Она помедлила, ее брови опять поползли вверх.
– Ну, мы спустились в лаз вместе с Хэнлоном. Но когда выбрались из самодельного туннеля, то разделились. Он пошел по коридору в одну сторону, а я – в другую. Я выбрала правильное направление. Вскоре заметила следы крови. Потом нашла Франклина. Он был мертв. А после этого мне просто немножко повезло. Я услышала выстрелы, а затем – голоса. В основном голос Рурка. Я пошла на этот голос. А почему ты спросил?
– Не знаю. Просто вдруг пришло в голову.
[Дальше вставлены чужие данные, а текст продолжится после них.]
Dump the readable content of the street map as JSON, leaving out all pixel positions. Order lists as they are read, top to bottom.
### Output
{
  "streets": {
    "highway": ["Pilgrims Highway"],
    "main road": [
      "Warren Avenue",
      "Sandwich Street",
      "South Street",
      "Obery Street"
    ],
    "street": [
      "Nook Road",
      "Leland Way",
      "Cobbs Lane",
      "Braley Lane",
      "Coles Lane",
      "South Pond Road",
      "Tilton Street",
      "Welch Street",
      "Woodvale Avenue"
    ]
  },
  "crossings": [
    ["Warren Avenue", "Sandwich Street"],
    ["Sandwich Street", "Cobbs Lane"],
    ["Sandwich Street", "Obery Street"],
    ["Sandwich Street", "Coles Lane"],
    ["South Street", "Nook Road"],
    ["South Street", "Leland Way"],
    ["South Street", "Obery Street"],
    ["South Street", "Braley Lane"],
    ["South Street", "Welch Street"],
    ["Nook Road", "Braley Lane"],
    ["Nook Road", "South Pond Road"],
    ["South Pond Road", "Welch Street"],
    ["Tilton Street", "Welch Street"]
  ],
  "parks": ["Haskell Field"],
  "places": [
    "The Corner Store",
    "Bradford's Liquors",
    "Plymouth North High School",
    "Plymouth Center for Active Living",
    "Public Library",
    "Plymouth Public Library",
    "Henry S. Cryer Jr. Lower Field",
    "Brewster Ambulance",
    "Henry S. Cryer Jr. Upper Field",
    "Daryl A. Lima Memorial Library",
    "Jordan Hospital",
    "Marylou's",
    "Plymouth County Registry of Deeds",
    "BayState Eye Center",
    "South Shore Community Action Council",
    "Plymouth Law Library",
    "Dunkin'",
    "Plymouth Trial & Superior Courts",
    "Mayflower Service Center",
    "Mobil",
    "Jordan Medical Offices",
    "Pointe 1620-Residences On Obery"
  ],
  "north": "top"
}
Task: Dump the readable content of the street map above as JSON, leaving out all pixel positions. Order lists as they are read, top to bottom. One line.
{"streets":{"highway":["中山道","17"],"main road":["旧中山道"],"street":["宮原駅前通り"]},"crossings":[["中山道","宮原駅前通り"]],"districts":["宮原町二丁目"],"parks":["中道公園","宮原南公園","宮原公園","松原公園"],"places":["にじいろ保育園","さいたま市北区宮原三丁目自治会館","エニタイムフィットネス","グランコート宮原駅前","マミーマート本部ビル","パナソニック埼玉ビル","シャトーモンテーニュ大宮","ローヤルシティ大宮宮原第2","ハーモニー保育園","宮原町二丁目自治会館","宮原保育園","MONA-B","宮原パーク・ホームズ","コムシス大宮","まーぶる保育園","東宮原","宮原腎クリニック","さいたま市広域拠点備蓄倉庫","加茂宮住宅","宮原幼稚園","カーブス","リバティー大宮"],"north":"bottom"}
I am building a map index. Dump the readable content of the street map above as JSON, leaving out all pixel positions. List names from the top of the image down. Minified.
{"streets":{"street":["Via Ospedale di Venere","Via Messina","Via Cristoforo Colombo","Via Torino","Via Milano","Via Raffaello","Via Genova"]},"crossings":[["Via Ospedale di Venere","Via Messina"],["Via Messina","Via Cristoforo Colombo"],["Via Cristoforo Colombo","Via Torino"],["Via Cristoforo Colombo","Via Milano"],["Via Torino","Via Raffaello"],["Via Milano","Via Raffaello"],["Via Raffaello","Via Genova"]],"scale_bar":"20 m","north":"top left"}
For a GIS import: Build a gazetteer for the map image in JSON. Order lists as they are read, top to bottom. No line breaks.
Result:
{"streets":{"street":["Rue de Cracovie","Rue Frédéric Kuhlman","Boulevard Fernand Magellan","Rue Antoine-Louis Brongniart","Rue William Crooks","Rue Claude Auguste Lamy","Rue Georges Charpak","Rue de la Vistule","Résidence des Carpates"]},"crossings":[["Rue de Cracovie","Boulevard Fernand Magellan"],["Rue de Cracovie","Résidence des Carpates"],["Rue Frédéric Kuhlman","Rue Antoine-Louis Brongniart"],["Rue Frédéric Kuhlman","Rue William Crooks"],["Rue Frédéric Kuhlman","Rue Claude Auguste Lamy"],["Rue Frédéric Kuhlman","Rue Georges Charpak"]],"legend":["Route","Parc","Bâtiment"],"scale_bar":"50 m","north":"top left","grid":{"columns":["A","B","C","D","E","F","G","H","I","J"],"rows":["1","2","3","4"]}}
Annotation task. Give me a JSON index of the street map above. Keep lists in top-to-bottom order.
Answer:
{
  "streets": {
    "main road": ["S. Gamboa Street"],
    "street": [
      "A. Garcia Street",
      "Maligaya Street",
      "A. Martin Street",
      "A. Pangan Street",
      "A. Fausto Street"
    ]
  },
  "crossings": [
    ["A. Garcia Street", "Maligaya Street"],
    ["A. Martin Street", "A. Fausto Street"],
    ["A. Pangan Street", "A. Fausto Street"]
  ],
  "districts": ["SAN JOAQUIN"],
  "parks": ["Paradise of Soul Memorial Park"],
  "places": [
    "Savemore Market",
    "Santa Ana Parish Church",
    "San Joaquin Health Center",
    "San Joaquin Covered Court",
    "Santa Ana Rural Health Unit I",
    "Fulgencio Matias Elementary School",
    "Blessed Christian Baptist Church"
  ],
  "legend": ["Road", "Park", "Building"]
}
Ты спасла мне жизнь.
Они посмотрели друг на друга. Ее рука лежала на дверной ручке, и дверь была приоткрыта – так что Босху было видно плечо сидящего в коридоре на стуле Гэлвина-младшего.
– Все, что я могу сказать, – это спасибо.
Она сказала «ш-ш», отвергая его благодарность.
– Не нужно ничего говорить.
– Не увольняйся.
Он увидел, как щель в двери исчезла, а вместе с ней – и полосатый пиджак. Элинор стояла у двери, ничего не говоря.
– Не уезжай.
– Я должна. Я еще увижусь с тобой, Гарри.
На сей раз дверь открылась во всю ширь.
– Прощай, – сказала она, и вот уже ее не было.
Босх пролежал неподвижно почти целый час. Он думал о двух людях: об Элинор Уиш и Джоне Рурке. Он на долгое время закрыл глаза и подробно представил себе озадаченное лицо Рурка, когда тот, отлетев к стене, стал оседать и наконец упал в темную воду. «Я бы тоже удивился на его месте», – думал Босх. Но было там и еще что-то – нечто такое, что он не мог до конца определить. Некое осознание, постижение, не связанное с его умиранием. Вроде внезапного разрешения загадки.